Pastry Container Seed Starting


Photo Credit: Sarah J.
What you will need:
  • Plastic pastry container
  • Scissors
  • Yogurt container, to scoop the soil
  • Potting soil *sterilized through microwaving or store bought to reduce the risk of introducing molds that may harm your seedlings. Packaged potting soil is already sterilized. 
  • Seeds 

Steps :
  1. You will need to make some drainage holes; use one side of the scissors and poke some holes in the bottom of your pastry container. 
  2. Cut the lid off. 
  3. Fill the bottom portion of the container with damp potting soil. 
  4. Plant the seeds according to seed package. 
  5. Place the lid on the top of the bottom of the pastry container to keep the moisture in the soil while the seeds germinate. 
  6. When the seeds sprout place the lid underneath as a tray to prevent water from leaking onto your table.
  7. Water as needed, to keep the soil damp.

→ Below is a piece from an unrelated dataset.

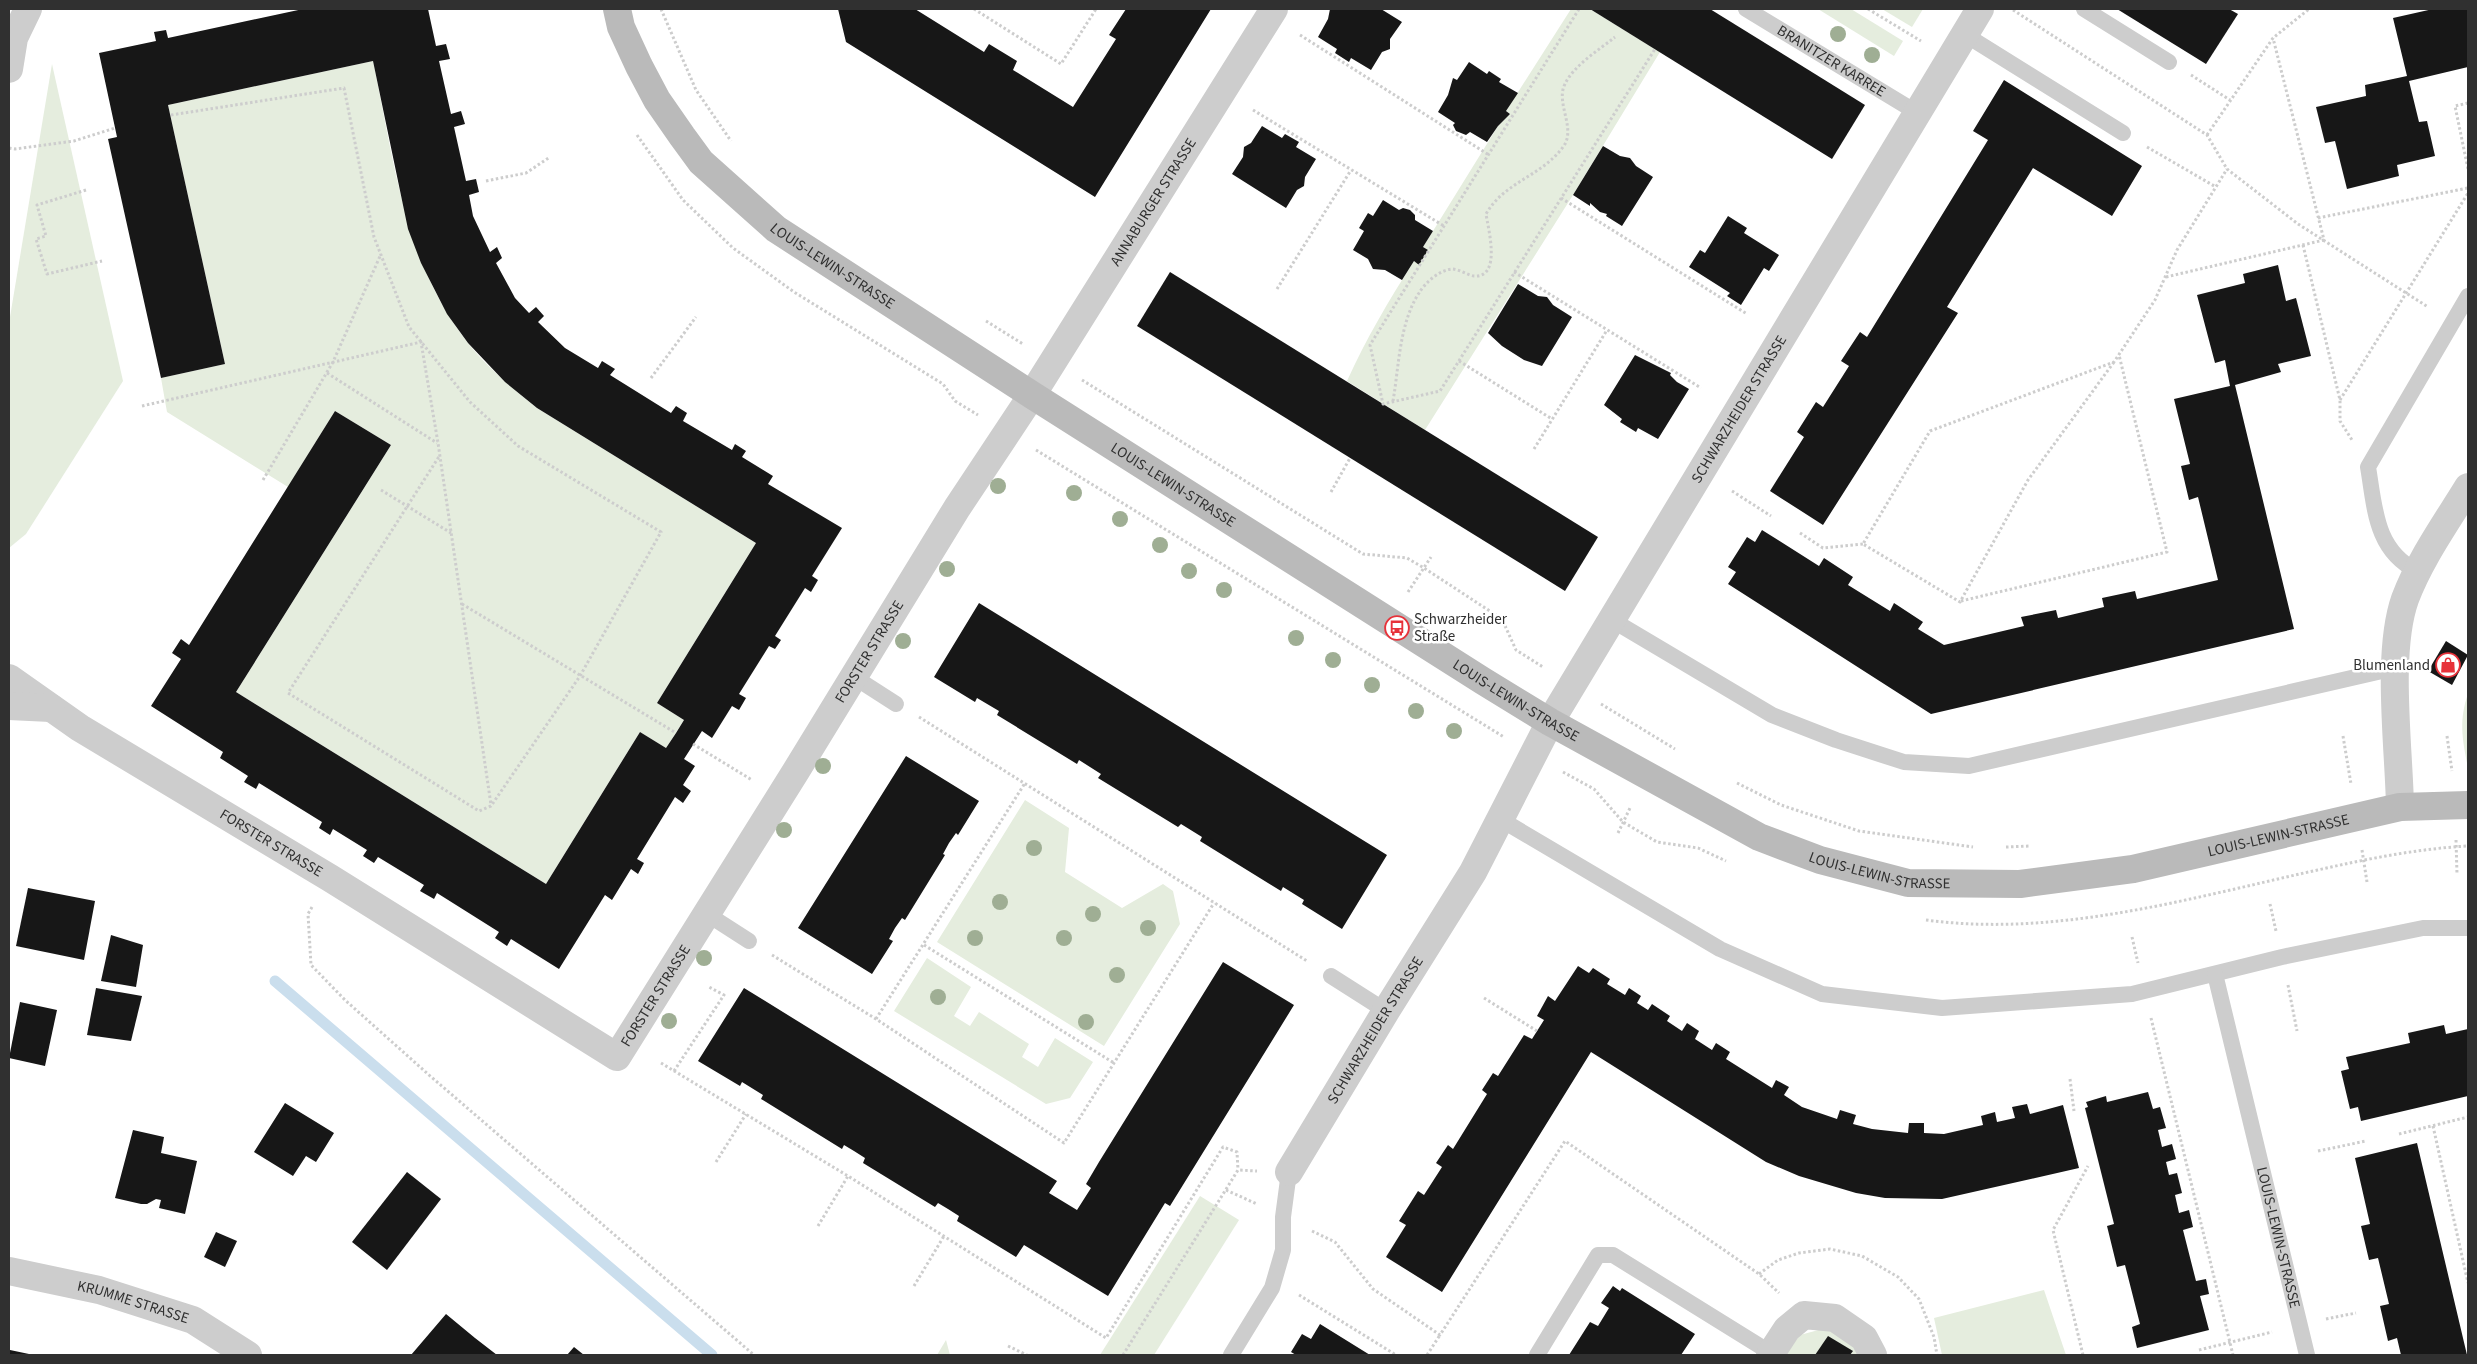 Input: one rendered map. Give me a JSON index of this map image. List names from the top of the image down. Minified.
{"streets":{"street":["ANNABURGER STRASSE","LOUIS-LEWIN-STRASSE","SCHWARZHEIDER STRASSE","FORSTER STRASSE","KRUMME STRASSE"],"lane":["BRANITZER KARREE"]},"crossings":[["BRANITZER KARREE","SCHWARZHEIDER STRASSE"],["ANNABURGER STRASSE","LOUIS-LEWIN-STRASSE"],["ANNABURGER STRASSE","FORSTER STRASSE"],["LOUIS-LEWIN-STRASSE","SCHWARZHEIDER STRASSE"],["LOUIS-LEWIN-STRASSE","FORSTER STRASSE"]],"places":{"bus stop":["Schwarzheider Straße"],"shop":["Blumenland"]}}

Starting seeds inside will give you a jump start on the summer gardening. Most of the supplies are easily found around the house and whatever you're missing can be found at the Reuse Centre. This will save you money on buying new supplies and starter plants from the garden centers. If you have little ones, let them get dirty, let them see something grow! 


- Sarah J. (Volunteer)

Tuesday, 14 March 2017

Foreign Coins: DIY Projects

I don’t know about you but I love travelling – I can’t get enough of it. It’s always exhilarating to go to a brand new, exotic place, and take in all the local culture. This includes using foreign currency.

Although it can be difficult at times to mentally figure out the approximate conversion to Canadian dollars, it’s also lots of fun to use fascinating looking coins of all different shapes, weights, colours, and sizes. The only problem when coming home is that you usually end up with a handful of coins in small denominations that you simply couldn’t use up. So what do you do with these unusual coins?

Mine have been sitting in a jar, out of sight. I’ve always been intrigued by decorations that display aspects of travelling, and thought that perhaps I could make something out of all the extra change I collected throughout my travels.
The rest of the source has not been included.